Middlebury Language Schools
- Established: 1915; 111 years ago
- Parent institution: Middlebury College
- Location: Middlebury, Vermont, United States
- Website: www.middlebury.edu/language-schools/

= Middlebury College Language Schools =

Set of schools in Middlebury, Vermont, US

The Middlebury Language Schools are language schools administered by Middlebury College. Immersion and graduate programs are offered in 13 languages during two-, six-, seven-, or eight-week summer sessions. The schools enroll approximately 1,500 students every summer. The pedagogical approach of the programs relies on immersion-based instruction and acquisition. All students in the Language Schools are required to live on campus and must sign and abide by Middlebury College's "Language Pledge", a pledge to use exclusively their target language during their time in the program.

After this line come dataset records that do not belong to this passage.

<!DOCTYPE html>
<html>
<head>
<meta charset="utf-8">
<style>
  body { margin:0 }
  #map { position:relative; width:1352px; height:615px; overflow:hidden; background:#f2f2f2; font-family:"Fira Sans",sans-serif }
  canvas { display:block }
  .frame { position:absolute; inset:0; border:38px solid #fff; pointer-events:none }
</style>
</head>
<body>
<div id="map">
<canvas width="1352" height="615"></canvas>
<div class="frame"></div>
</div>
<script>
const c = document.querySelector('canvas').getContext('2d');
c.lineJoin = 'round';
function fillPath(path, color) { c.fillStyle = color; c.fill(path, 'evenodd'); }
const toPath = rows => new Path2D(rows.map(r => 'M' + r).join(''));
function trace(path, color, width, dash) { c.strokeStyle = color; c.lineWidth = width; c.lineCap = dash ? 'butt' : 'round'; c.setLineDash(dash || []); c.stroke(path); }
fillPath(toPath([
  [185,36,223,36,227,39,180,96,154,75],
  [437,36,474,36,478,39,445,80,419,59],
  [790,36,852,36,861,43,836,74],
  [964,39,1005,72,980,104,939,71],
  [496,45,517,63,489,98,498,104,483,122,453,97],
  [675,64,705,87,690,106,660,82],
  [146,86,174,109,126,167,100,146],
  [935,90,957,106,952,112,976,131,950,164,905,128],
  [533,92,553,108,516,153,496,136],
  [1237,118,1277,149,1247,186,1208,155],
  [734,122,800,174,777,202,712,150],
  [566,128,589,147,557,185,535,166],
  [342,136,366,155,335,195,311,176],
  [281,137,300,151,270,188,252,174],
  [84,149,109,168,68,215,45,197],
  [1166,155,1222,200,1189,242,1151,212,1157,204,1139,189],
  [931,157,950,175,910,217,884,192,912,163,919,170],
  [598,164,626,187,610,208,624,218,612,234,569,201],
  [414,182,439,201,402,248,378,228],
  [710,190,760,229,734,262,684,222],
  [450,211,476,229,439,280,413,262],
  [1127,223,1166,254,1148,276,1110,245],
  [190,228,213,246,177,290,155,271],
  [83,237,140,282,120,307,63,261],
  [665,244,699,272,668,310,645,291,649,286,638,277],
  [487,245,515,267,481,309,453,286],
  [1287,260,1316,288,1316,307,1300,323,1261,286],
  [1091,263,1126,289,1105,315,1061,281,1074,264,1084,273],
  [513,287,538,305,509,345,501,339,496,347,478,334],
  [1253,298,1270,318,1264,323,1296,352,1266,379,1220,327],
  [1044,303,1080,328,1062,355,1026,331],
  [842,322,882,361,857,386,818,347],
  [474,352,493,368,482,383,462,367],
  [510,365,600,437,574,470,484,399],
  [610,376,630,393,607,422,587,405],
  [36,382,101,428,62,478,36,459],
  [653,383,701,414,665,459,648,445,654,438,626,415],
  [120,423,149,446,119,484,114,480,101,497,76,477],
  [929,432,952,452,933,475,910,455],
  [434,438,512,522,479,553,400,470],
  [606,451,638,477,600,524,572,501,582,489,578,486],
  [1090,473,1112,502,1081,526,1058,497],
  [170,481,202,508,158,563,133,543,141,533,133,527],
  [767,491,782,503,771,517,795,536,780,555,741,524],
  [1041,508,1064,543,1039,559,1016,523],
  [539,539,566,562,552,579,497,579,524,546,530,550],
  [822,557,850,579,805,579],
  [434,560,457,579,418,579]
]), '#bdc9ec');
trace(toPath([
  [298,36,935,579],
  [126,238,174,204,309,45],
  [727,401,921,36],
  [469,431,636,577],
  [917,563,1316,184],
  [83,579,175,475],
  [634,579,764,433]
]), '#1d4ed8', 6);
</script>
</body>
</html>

Immersion programs are offered in Abenaki, Arabic, Chinese, English, French, German, Hebrew, Italian, Japanese, Korean, Portuguese, Russian, and Spanish. Additionally, graduate-level instruction is offered in Arabic, Chinese, French, German, Hebrew, Italian, Japanese, Korean, Russian, and Spanish. The Language Schools also offer a Doctor of Modern Languages (D.M.L.) degree, currently unique to Middlebury. Middlebury launched a pilot School of Abenaki in 2020; the first accredited session occurred in the summer of 2021. Students come from all ages and parts of the world.

==Founding and expansion==
In 1915, the School of German was founded as the first of Middlebury Language Schools by a German professor from Vassar College. The most recent School, the English Language School, was established in 2022.

Middlebury Language Schools have historically all been conducted at the College's campus in Middlebury, Vermont. In Summer 2009 the College opened a satellite campus at Mills College in Oakland, California, to accommodate growth in the enrollments in several of the schools. Since Summer 2020, Middlebury no longer operates at Mills College but instead at Bennington College in Bennington, Vermont; in 2023 Arabic, Italian, and Portuguese were held in Bennington. The English Language School is located in Monterey, California at the Middlebury Institute of International Studies.

==Language instruction==

All of the thirteen Middlebury Language Schools use an immersion-based approach to language instruction and acquisition. The schools also stress cultural instruction in addition to pure language instruction. Students in all of the Language Schools are required to commit to and sign the "Language Pledge." The Pledge, which has been in continuous use since the 1920s. It reads:

In signing this Language Pledge, I agree to use ______________ as my only language of communication while attending the Middlebury Language Schools. I understand that failure to comply with this Pledge may result in my expulsion from the School without credit or refund.

The focus on immersion learning in a residential environment and the exclusive use of the target language allows the schools to offer the equivalent of a year of language instruction in either six-, seven-, or eight-week summer sessions.

==Graduate study==

Ten of Middlebury's summer schools – Arabic, Chinese, French, German, Hebrew, Italian, Japanese, Korean, Russian, and Spanish – offer graduate programs in addition to the undergraduate component. These are completed over four six-week summer sessions (over a ten-year period) or with an option of combining the summer sessions with an academic year abroad (Italy, France, Germany, Spain, or Russia) or online, depending on the language. The graduate degree most often conferred is the Master of Arts, but Middlebury also has a Master of Arts in Applied Languages. The MA in French, German, Italian, and Spanish require one summer on the Middlebury campus. A second summer is required for the MA in Arabic, Chinese, Hebrew, Japanese, Korean, and Russian.

===Doctor of Modern Languages (D.M.L.)===

Middlebury offers a Doctor of Modern Languages (D.M.L.) degree. Unique to Middlebury, the D.M.L. prepares teacher-scholars in two modern foreign languages, helping them develop as teachers of second-language acquisition, literature, linguistics, and language pedagogy.